Dataset content: Begin

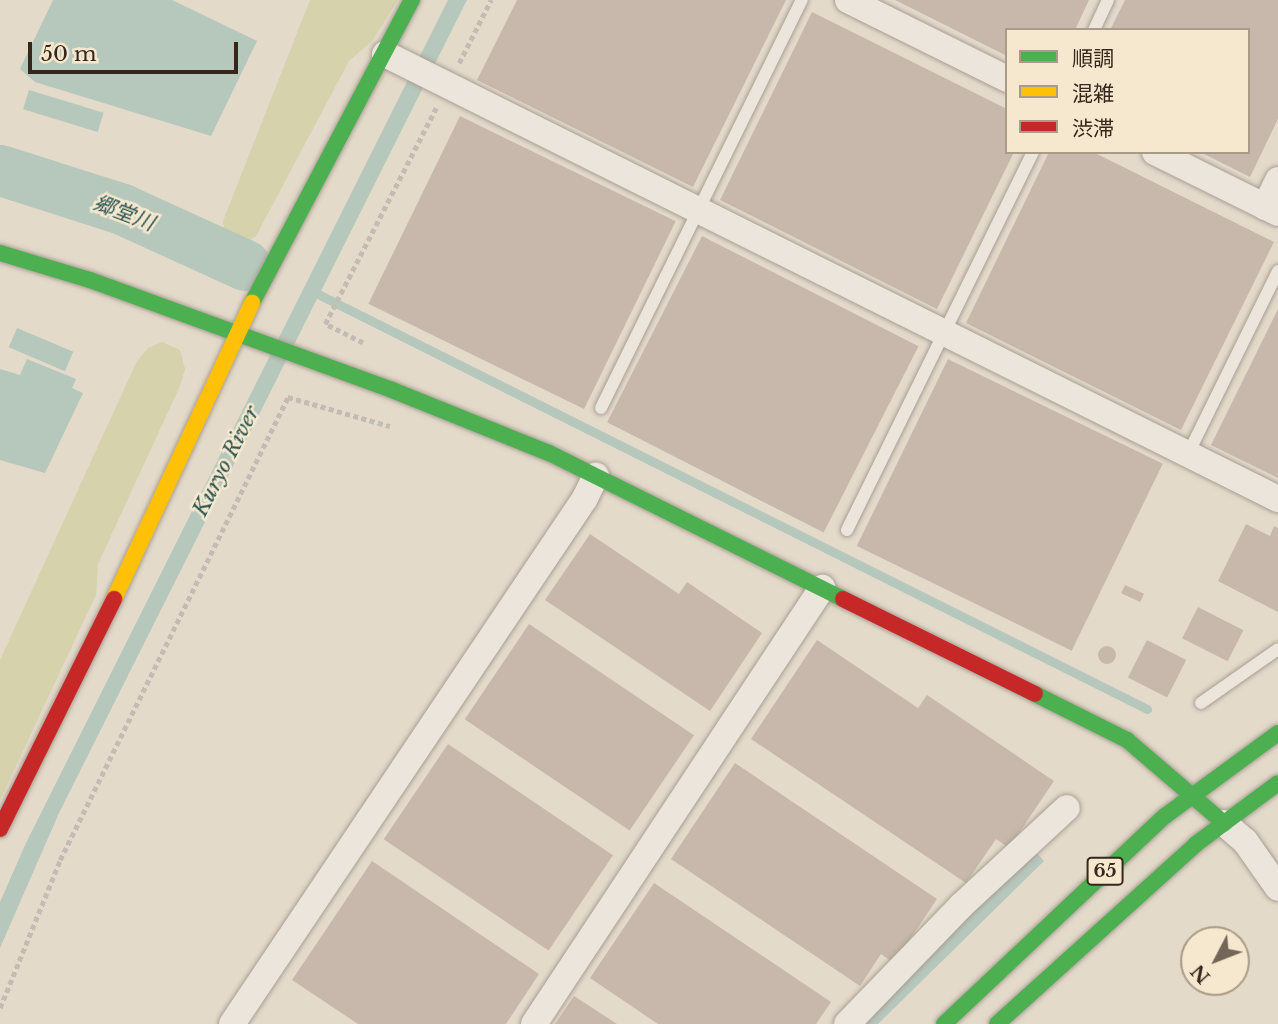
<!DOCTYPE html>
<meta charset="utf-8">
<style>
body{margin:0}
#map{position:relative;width:1278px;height:1024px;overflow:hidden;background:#e4daca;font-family:"Libre Baskerville","Noto Sans JP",serif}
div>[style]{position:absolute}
.green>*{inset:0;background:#d5d2ac}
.water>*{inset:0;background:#b6c7bb;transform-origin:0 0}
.stream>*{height:9px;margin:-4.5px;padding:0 4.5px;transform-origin:4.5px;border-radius:4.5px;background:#b6c7bb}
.river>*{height:51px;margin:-25.5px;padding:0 25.5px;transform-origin:25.5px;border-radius:25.5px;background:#b6c7bb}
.building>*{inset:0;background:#c7b8ab;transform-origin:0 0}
.round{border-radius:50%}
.path>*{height:4.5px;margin-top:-2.25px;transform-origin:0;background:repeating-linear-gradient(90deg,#c3bcb3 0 5px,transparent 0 8.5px)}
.roads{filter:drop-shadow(0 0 2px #a89f94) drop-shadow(0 0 2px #a89f94)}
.lane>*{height:12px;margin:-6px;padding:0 6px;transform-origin:6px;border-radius:6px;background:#ebe5dc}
.street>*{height:26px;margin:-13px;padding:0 13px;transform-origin:13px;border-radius:13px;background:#ebe5dc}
.fast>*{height:16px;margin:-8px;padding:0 8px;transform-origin:8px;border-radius:8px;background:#4caf50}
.slow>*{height:16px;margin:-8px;padding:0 8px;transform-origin:8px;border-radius:8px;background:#ffc107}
.jam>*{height:16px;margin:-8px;padding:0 8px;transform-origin:8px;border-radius:8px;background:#c62828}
span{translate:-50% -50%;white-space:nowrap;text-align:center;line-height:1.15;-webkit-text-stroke:5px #f5e8cf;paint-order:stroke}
.shield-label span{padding:2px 5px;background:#f5e8cf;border:2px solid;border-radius:5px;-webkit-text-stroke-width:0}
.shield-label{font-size:18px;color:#36271c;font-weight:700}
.water-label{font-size:21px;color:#2b5651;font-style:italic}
.legend{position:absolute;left:1005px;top:28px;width:245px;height:126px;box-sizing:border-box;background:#f5e8cf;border:2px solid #a99b87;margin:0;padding:9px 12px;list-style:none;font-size:21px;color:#36271c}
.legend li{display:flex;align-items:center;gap:14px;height:35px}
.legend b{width:35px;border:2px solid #a99b87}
.north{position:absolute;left:1180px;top:926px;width:70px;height:70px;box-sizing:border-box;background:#f5e8cf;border:2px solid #a99b87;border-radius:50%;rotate:228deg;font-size:19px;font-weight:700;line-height:28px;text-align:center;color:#36271c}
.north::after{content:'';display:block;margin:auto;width:24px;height:32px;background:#736659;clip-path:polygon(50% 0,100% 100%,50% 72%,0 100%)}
.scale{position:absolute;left:28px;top:42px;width:210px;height:32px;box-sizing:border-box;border:4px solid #36271c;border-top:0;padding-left:9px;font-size:21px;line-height:24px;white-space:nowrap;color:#36271c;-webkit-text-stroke:5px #f5e8cf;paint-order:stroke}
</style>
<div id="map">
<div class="green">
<div style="clip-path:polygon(310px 0,398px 0,372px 41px,349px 61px,256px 236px,236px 250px,226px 245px,223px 221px)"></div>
<div style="clip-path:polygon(162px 342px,180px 350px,185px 369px,180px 386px,98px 564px,96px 595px,0 800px,0 660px,137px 361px,148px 348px)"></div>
</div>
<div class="water">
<div style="clip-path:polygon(53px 0,172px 0,257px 41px,211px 136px,35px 82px,20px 69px)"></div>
<div style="clip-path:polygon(448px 0,467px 0,59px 813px,0 948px,0 902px,26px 843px)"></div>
<div style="left:29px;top:90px;width:78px;height:20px;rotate:17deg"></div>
<div style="left:17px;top:328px;width:61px;height:21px;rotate:23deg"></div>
<div style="clip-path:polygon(27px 359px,76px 379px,72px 388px,83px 393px,45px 473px,0 460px,0 369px,20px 375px)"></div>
<div style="clip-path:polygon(1035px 851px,1044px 861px,878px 1024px,861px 1024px)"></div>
</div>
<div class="stream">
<div style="left:310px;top:290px;width:936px;rotate:26.59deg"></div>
</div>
<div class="river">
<div style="left:0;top:170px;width:128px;rotate:17.7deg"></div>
<div style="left:122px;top:209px;width:135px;rotate:24.5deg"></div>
</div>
<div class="building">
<div style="clip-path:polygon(517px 0,786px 0,693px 187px,477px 80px)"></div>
<div style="clip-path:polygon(895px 0,1089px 0,1075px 30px,1007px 30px,1007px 56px)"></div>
<div style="clip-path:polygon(1125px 0,1278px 0,1278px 119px,1250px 177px,1200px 152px,1248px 152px,1248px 30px,1110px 30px)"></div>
<div style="clip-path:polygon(812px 12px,1007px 109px,1007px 152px,1014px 152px,937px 309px,720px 200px)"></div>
<div style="left:460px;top:116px;width:240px;height:209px;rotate:26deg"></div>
<div style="clip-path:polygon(1049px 152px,1093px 152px,1274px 242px,1181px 430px,966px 323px)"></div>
<div style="left:702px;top:236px;width:243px;height:209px;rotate:27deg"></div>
<div style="clip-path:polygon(1278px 309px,1278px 478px,1211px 445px)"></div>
<div style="left:948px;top:359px;width:239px;height:208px;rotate:26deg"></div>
<div style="clip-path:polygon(1246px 524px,1270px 536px,1274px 526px,1278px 528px,1278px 612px,1218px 581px)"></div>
<div style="clip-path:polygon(590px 534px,679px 594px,687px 582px,762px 633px,710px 711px,545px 600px)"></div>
<div style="left:1125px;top:585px;width:21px;height:9px;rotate:25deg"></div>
<div style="left:1198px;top:607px;width:51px;height:35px;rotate:27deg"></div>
<div style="left:529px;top:624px;width:199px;height:115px;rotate:34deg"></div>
<div style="clip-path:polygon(817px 640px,918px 708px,927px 695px,1054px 781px,1009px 848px,996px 839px,966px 883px,751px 739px)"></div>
<div style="left:1147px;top:640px;width:44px;height:42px;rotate:27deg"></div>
<div class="round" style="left:1098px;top:646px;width:18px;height:18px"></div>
<div style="left:448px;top:744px;width:199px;height:115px;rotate:34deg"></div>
<div style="clip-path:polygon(735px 763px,937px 899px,894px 963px,881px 954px,860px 986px,671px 859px)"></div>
<div style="clip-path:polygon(372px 861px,539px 974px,506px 1024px,358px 1024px,292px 980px)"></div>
<div style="clip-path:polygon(654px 883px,831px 1002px,816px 1024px,658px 1024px,590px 978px)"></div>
<div style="clip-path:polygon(574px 996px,617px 1024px,555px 1024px)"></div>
</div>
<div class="path">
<div style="left:459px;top:63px;width:71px;rotate:-63.1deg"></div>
<div style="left:363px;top:343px;width:42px;rotate:-153.4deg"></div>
<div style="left:325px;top:324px;width:243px;rotate:-62.8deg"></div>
<div style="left:0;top:1008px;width:160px;rotate:-67.9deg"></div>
<div style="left:60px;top:860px;width:516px;rotate:-63.78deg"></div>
<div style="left:288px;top:397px;width:106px;rotate:15.9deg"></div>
</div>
<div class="roads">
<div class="lane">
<div style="left:1094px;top:30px;width:33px;rotate:-65deg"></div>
<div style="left:601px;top:408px;width:455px;rotate:-63.8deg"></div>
<div style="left:1188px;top:454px;width:204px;rotate:-63.8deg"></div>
<div style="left:847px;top:530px;width:421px;rotate:-63.8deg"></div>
<div style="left:1201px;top:703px;width:94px;rotate:-35deg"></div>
</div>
<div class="street">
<div style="left:848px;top:0;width:178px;rotate:26.4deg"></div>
<div style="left:385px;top:54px;width:998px;rotate:26.49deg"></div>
<div style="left:1155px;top:152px;width:137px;rotate:26.4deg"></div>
<div style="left:1265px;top:207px;width:30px;rotate:-64deg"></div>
<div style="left:1224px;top:823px;width:28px;rotate:41deg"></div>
<div style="left:1245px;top:841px;width:57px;rotate:54.9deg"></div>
<div style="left:232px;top:1024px;width:633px;rotate:-56.13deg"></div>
<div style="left:585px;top:498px;width:25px;rotate:-64deg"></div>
<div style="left:534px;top:1024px;width:523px;rotate:-56.55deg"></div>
<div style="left:847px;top:1024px;width:164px;rotate:-46deg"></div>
<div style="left:961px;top:906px;width:144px;rotate:-42.8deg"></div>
</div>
<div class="fast">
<div style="left:0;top:253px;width:94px;rotate:16.7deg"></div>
<div style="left:90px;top:280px;width:321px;rotate:20deg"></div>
<div style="left:392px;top:390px;width:169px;rotate:21.9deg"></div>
<div style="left:549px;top:453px;width:328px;rotate:26.4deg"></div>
<div style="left:252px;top:303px;width:343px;rotate:-62.2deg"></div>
<div style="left:1035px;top:694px;width:103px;rotate:26.6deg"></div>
<div style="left:1127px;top:740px;width:128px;rotate:40.6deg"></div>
<div style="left:944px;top:1024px;width:303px;rotate:-43.3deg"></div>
<div style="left:1165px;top:816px;width:140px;rotate:-36.3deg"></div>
<div style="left:997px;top:1024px;width:268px;rotate:-42.1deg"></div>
<div style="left:1196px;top:844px;width:102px;rotate:-36.6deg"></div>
</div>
<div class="slow">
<div style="left:114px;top:599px;width:327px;rotate:-65deg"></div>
</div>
<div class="jam">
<div style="left:843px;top:599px;width:214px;rotate:26.3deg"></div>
<div style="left:0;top:829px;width:257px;rotate:-63.6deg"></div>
</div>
</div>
<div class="shield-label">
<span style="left:1105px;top:871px">65</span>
</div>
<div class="water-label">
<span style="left:124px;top:213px;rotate:21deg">郷堂川</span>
<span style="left:226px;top:461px;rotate:-63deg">Kuryo River</span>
</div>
<ul class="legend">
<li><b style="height:9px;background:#4caf50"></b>順調</li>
<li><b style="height:9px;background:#ffc107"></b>混雑</li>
<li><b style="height:9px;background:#c62828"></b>渋滞</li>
</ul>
<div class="north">N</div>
<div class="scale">50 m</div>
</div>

Dataset content: End

__What the task asks__. Nothing but the lines with "stream" should be returned, copied from the entries above.

__Task result__.
.stream>*{height:9px;margin:-4.5px;padding:0 4.5px;transform-origin:4.5px;border-radius:4.5px;background:#b6c7bb}
<div class="stream">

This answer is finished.